La eficacia de esta cámara forma parte de la calidad real del interruptor magnetotérmico. Un aparato capaz de abrir el circuito con seguridad no solo detecta bien el fallo, sino que también gestiona correctamente el arco generado en la maniobra. Esto influye directamente en su capacidad de corte y en la fiabilidad del dispositivo a largo plazo.
Normativa aplicable a los magnetotérmicos
Los interruptores magnetotérmicos no son productos genéricos sin referencia técnica. Su diseño y sus prestaciones están definidos por normas que establecen ensayos, criterios de comportamiento y ámbitos de uso. Conocer la norma aplicable ayuda a interpretar mejor la ficha del aparato y a entender en qué entorno de instalación debe utilizarse.
IEC 60898
La norma IEC 60898 regula los interruptores automáticos destinados a instalaciones domésticas y análogas. Es la referencia habitual para magnetotérmicos modulares utilizados en viviendas y pequeño terciario. Bajo esta norma se ensayan aspectos como el comportamiento térmico, la capacidad de corte, la resistencia mecánica, la resistencia al calentamiento y la fiabilidad de actuación.
Cuando un magnetotérmico está concebido para aplicaciones modulares de distribución final, esta norma es especialmente relevante. En muchos cuadros eléctricos residenciales y comerciales, los dispositivos que encontramos responden a esta lógica de uso.
IEC 60947
La familia normativa IEC 60947 se refiere a aparatos de baja tensión para uso industrial. Dentro de ella se encuadran interruptores automáticos y otros dispositivos destinados a condiciones más exigentes de explotación. En entornos industriales, donde las corrientes de cortocircuito, las cargas inductivas, los ciclos de maniobra y los requisitos de continuidad de servicio son más severos, esta referencia cobra especial importancia.
En la práctica, conocer si el aparato está concebido para una aplicación más modular o más industrial no es una cuestión teórica. Afecta a su selección, a su coordinación con otras protecciones y a la confianza que puede depositarse en el dispositivo según el tipo de cuadro y servicio previsto.
Importancia de la norma en la selección
La norma no sustituye al criterio técnico, pero sí define el marco en el que el aparato ha sido diseñado y ensayado. Cuando se comparan dispositivos de distintas gamas o fabricantes, conviene revisar no solo el amperaje y la curva, sino también la norma de referencia, la capacidad de corte declarada y la documentación de coordinación y selectividad asociada. En cuadros industriales, esta revisión es especialmente importante.

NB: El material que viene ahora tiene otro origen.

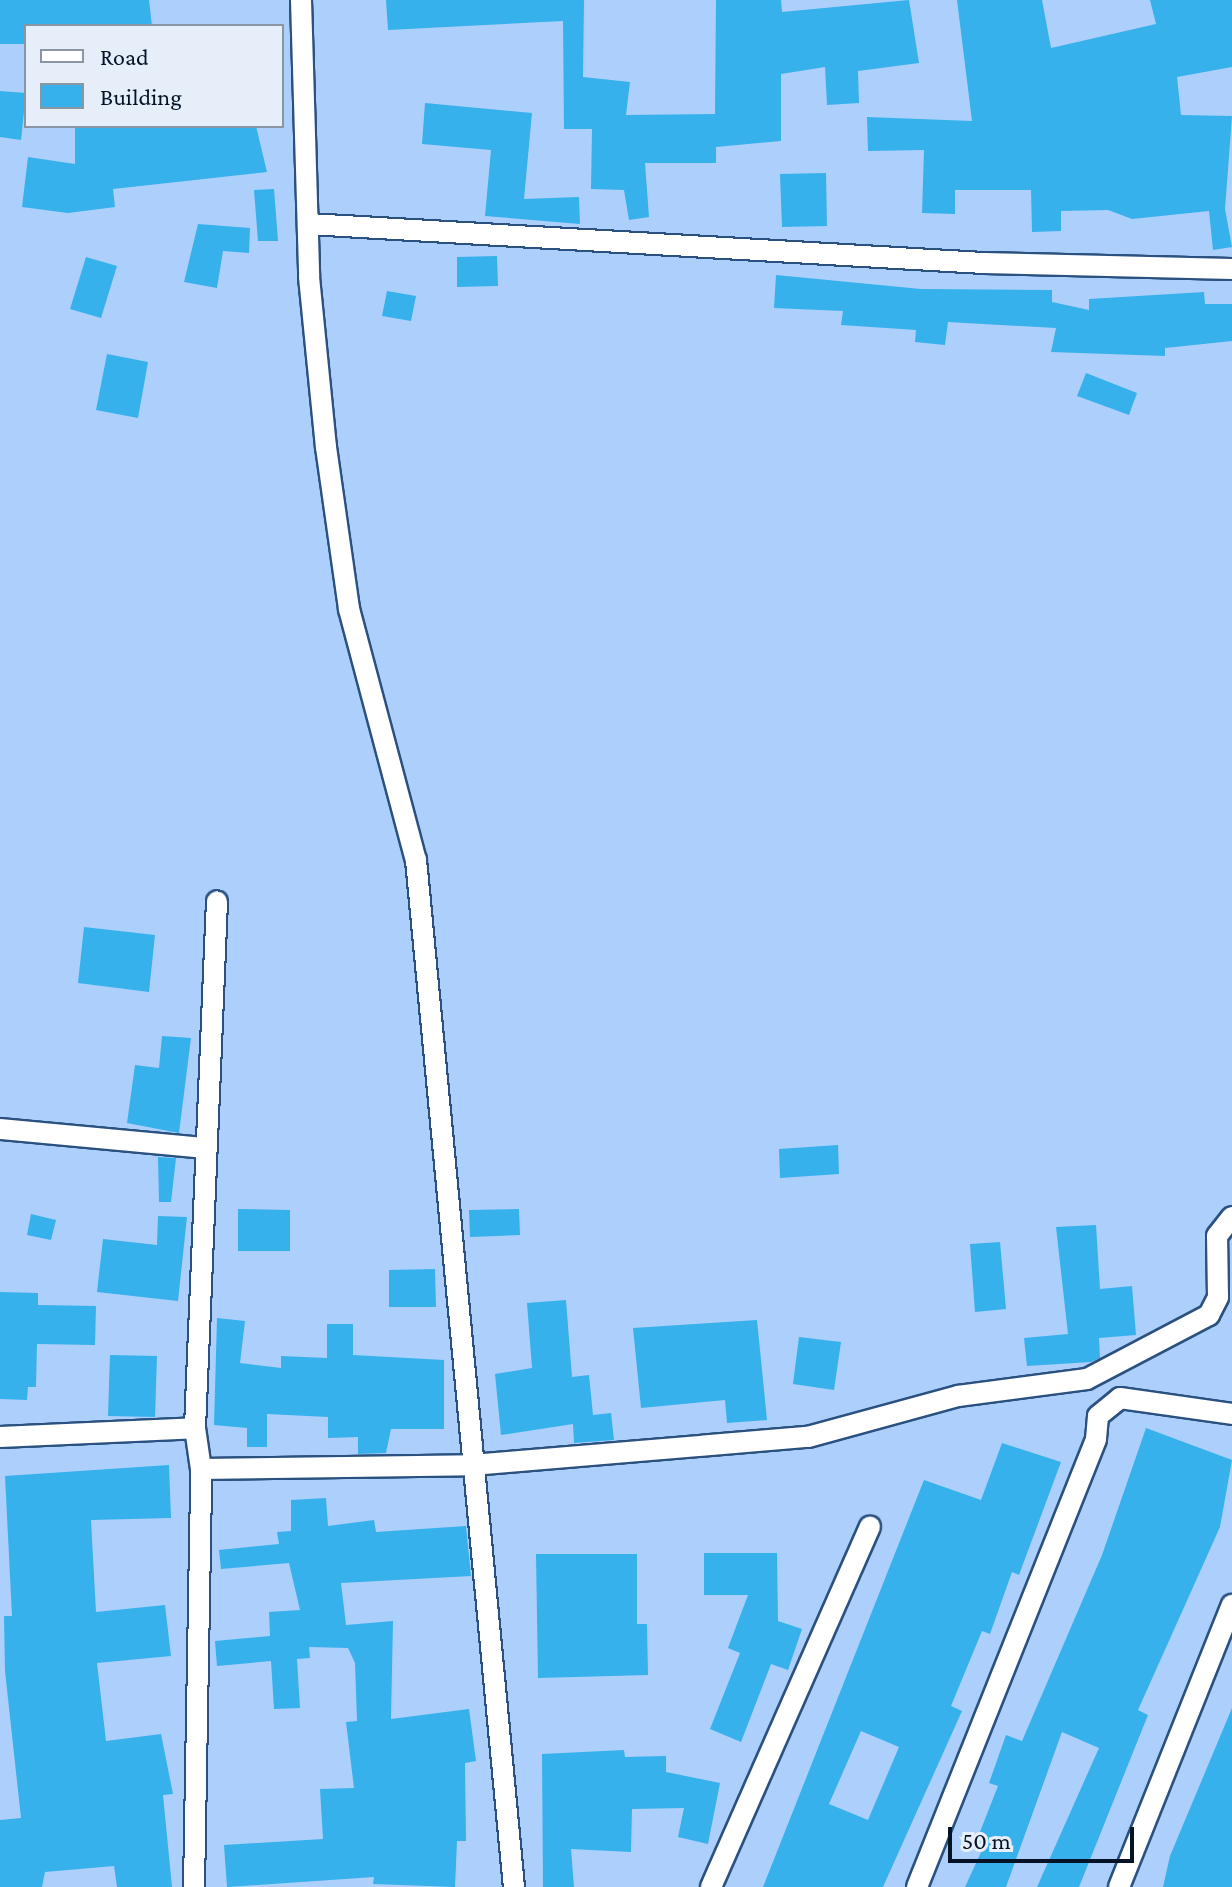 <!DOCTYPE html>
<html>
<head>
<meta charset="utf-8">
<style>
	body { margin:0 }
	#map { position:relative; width:1232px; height:1887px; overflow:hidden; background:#adcffb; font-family:"Crimson Pro",serif }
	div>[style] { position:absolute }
	.building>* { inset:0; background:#36b1ec }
	.roads { filter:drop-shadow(2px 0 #2a5180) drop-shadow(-2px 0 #2a5180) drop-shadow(0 2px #2a5180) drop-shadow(0 -2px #2a5180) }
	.minor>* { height:20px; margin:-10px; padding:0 10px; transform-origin:10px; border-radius:10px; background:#fff }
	span { translate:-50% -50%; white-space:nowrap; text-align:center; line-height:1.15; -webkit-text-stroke:6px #e5eef9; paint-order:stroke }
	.legend { position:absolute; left:24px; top:24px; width:260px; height:104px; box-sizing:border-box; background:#e5eef9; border:2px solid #8b96a5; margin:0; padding:10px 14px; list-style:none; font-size:24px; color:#041326 }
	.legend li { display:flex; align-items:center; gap:16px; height:40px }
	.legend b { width:40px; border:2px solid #8b96a5 }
	.scale { position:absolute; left:948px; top:1827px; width:186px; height:36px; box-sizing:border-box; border:4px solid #041326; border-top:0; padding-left:10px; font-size:24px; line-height:28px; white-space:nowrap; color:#041326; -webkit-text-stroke:6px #e5eef9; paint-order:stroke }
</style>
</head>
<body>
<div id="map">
	<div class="building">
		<div style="clip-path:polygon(0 0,149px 0,152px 26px,26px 26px,26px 44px,0 44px)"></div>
		<div style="clip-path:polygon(386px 0,584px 0,583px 77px,630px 82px,626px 115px,715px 114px,716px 0,781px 0,782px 12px,909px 0,919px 63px,858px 71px,859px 103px,827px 105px,825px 67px,781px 74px,781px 141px,716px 147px,716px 163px,645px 163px,649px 217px,629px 220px,624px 190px,591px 189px,592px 129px,564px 129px,563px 21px,388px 30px)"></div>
		<div style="clip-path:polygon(957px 0,1042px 0,1051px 48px,1156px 24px,1150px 0,1232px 0,1232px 67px,1177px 77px,1181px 115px,1232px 116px,1225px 209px,1232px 247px,1213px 250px,1209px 211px,1132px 219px,1108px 210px,1061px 211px,1061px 231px,1032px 232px,1031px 190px,955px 190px,955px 214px,922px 213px,924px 150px,868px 151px,867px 117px,972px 121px)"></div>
		<div style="clip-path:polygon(0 91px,26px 93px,21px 140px,0 137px)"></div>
		<div style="clip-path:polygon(425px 103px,532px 113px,524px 199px,579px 197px,580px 224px,485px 216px,491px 150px,422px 144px)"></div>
		<div style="clip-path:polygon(75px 126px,256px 126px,267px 172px,113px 189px,115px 207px,68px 213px,22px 207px,28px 157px,75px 164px)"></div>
		<div style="clip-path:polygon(826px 173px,827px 226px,782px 227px,780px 174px)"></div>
		<div style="clip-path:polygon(274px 189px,278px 241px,258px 241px,254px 190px)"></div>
		<div style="clip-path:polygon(198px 224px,250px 228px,249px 253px,223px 251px,217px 288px,184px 282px)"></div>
		<div style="clip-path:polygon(497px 256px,498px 286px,457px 287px,457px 257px)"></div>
		<div style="clip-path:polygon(86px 257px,117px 266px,101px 318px,70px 309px)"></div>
		<div style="clip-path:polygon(776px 275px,921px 289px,1052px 290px,1052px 302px,1089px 310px,1089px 299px,1204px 292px,1205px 304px,1232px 304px,1232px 341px,1165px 348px,1165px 356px,1051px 352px,1056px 328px,948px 322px,945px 345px,915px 342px,916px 330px,841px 325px,843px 311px,774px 308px)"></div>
		<div style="clip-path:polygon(387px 291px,416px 296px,411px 321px,382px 316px)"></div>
		<div style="clip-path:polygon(107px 354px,148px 362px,138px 418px,96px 410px)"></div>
		<div style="clip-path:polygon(1086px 373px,1137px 393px,1129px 415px,1077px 396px)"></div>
		<div style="clip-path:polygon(84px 927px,155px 935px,149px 992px,78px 983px)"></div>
		<div style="clip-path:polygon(162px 1036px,191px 1038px,179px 1133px,127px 1123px,135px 1065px,159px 1068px)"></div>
		<div style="clip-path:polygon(838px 1145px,839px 1174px,780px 1178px,779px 1149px)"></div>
		<div style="clip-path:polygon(158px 1157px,176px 1158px,171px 1202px,159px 1202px)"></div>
		<div style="clip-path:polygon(238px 1209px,290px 1210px,290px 1251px,238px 1251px)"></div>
		<div style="clip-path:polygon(519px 1209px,520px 1235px,470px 1237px,469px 1210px)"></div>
		<div style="clip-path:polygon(31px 1214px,56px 1220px,51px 1240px,27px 1235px)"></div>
		<div style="clip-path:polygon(158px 1216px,187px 1217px,178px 1301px,97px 1292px,103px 1239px,157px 1245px)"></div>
		<div style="clip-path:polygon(1096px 1225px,1100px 1289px,1132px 1286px,1136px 1335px,1099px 1338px,1100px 1358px,1091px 1362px,1027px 1366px,1024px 1338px,1068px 1334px,1056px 1227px)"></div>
		<div style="clip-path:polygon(1000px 1242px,1006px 1309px,975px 1312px,970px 1244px)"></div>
		<div style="clip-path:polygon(435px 1269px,436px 1307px,389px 1307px,389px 1270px)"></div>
		<div style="clip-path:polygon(0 1292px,38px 1293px,38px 1305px,96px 1306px,95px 1345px,37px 1344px,36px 1387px,28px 1387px,27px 1400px,0 1399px)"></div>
		<div style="clip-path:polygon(566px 1300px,572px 1377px,589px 1375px,593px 1415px,611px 1413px,614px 1440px,574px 1443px,573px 1424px,501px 1435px,495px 1374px,532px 1368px,527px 1303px)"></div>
		<div style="clip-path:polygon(217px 1318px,245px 1321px,240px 1363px,281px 1368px,281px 1356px,327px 1358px,327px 1324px,353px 1324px,353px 1355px,444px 1360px,444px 1429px,391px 1429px,386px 1453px,358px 1454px,358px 1437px,328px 1438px,328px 1417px,267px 1414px,267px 1447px,247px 1447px,247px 1428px,214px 1425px)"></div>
		<div style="clip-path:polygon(757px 1320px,767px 1420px,727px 1423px,725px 1400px,641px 1408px,633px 1328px)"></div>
		<div style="clip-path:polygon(799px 1337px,841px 1342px,834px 1390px,793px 1384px)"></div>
		<div style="clip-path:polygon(110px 1355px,157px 1356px,155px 1417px,108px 1416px)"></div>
		<div style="clip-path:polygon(1146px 1428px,1232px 1460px,1220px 1527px,1138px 1710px,1148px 1715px,1079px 1887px,1037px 1887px,1099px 1748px,1062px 1732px,1006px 1887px,965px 1887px,982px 1850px,974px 1847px,998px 1786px,989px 1783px,1006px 1735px,1022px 1741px,1102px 1555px)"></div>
		<div style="clip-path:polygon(evenodd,1002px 1443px,1061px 1462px,1019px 1575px,1012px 1572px,990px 1634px,982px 1631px,951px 1706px,962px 1711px,883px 1887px,763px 1887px,924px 1480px,981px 1500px,1002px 1443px,861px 1731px,899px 1747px,868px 1820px,829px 1804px,861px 1731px)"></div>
		<div style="clip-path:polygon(169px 1465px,171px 1518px,91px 1520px,96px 1612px,165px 1605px,171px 1656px,97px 1663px,106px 1741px,161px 1734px,173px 1794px,163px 1795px,172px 1887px,117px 1887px,114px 1866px,45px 1872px,42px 1887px,0 1887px,0 1820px,21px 1818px,5px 1671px,4px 1616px,12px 1616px,5px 1476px)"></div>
		<div style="clip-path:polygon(326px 1498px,328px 1526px,374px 1520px,376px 1532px,466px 1526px,471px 1576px,341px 1583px,346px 1625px,393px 1621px,391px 1719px,469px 1709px,476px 1761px,465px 1763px,466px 1841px,457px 1841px,455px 1887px,373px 1884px,374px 1877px,227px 1887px,224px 1845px,323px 1839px,320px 1789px,354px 1788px,346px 1722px,357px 1721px,355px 1663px,348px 1648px,309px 1647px,310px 1658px,297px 1659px,300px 1708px,274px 1709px,271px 1661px,217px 1666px,215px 1641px,270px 1636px,269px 1612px,300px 1610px,289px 1563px,221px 1569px,219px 1550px,279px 1544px,277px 1532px,291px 1531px,291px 1500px)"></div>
		<div style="clip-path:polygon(704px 1553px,777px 1553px,778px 1621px,802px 1629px,788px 1670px,771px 1664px,741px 1742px,710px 1729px,740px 1653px,728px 1648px,748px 1595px,704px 1595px)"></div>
		<div style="clip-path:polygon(536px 1554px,637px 1554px,637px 1624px,647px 1624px,648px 1675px,538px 1678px)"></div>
		<div style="clip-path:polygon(1232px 1708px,1232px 1887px,1163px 1887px,1170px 1856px)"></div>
		<div style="clip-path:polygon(624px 1750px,625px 1757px,666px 1756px,666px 1772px,720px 1783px,708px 1844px,678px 1837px,684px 1808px,632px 1809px,631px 1852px,571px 1849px,574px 1887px,543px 1887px,542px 1754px)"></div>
	</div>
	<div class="roads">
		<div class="minor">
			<div style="left:301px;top:0;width:277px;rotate:88.3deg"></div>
			<div style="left:309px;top:277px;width:171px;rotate:84.3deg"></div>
			<div style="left:326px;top:447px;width:164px;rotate:81.9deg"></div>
			<div style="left:349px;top:609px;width:260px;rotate:75.1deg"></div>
			<div style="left:416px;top:860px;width:1032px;rotate:84.55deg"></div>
			<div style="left:309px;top:224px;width:676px;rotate:3.31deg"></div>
			<div style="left:984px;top:263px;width:248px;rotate:1.4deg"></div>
			<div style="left:0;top:1129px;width:205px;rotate:5.3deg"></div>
			<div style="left:195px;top:1428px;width:527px;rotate:-87.61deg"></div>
			<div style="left:0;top:1437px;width:195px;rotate:-2.6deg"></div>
			<div style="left:195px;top:1428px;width:41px;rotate:81.7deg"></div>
			<div style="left:194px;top:1887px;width:418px;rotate:-89deg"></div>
			<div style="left:201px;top:1469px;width:271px;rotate:-0.8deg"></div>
			<div style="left:472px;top:1465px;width:337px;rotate:-4.8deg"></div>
			<div style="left:808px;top:1437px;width:156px;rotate:-15.3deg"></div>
			<div style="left:958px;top:1396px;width:130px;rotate:-7.5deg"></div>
			<div style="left:1087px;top:1379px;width:138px;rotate:-27.7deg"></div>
			<div style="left:1209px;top:1315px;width:20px;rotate:-63deg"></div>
			<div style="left:1218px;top:1297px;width:61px;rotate:-90.9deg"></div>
			<div style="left:1217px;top:1236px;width:24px;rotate:-52deg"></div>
			<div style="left:711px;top:1887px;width:394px;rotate:-66.2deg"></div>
			<div style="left:917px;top:1887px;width:482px;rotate:-68.2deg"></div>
			<div style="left:1096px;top:1439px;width:23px;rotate:-85deg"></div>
			<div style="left:1098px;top:1416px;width:28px;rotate:-39deg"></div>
			<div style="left:1120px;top:1398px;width:113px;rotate:8.1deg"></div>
			<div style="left:1119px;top:1887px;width:304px;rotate:-68.2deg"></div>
		</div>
	</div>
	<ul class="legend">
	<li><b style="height:10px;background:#fff"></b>Road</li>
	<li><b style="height:22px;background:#36b1ec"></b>Building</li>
	</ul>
	<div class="scale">50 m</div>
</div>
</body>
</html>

Parámetros técnicos que definen un magnetotérmico
Una correcta selección del magnetotérmico exige interpretar con precisión su ficha técnica. En muchos casos, el error de compra viene de fijarse solo en la intensidad nominal y pasar por alto el resto de parámetros que condicionan el comportamiento real del aparato.
Intensidad nominal (In)
La intensidad nominal es la corriente que el aparato puede transportar de forma continua en condiciones de referencia sin disparar. Se expresa en amperios y suele ser el dato más visible en el frontal. Sin embargo, no debe elegirse de forma aislada. La intensidad nominal tiene que coordinarse con la sección del conductor, el modo de instalación, la temperatura ambiente, el agrupamiento de circuitos y la corriente prevista de empleo.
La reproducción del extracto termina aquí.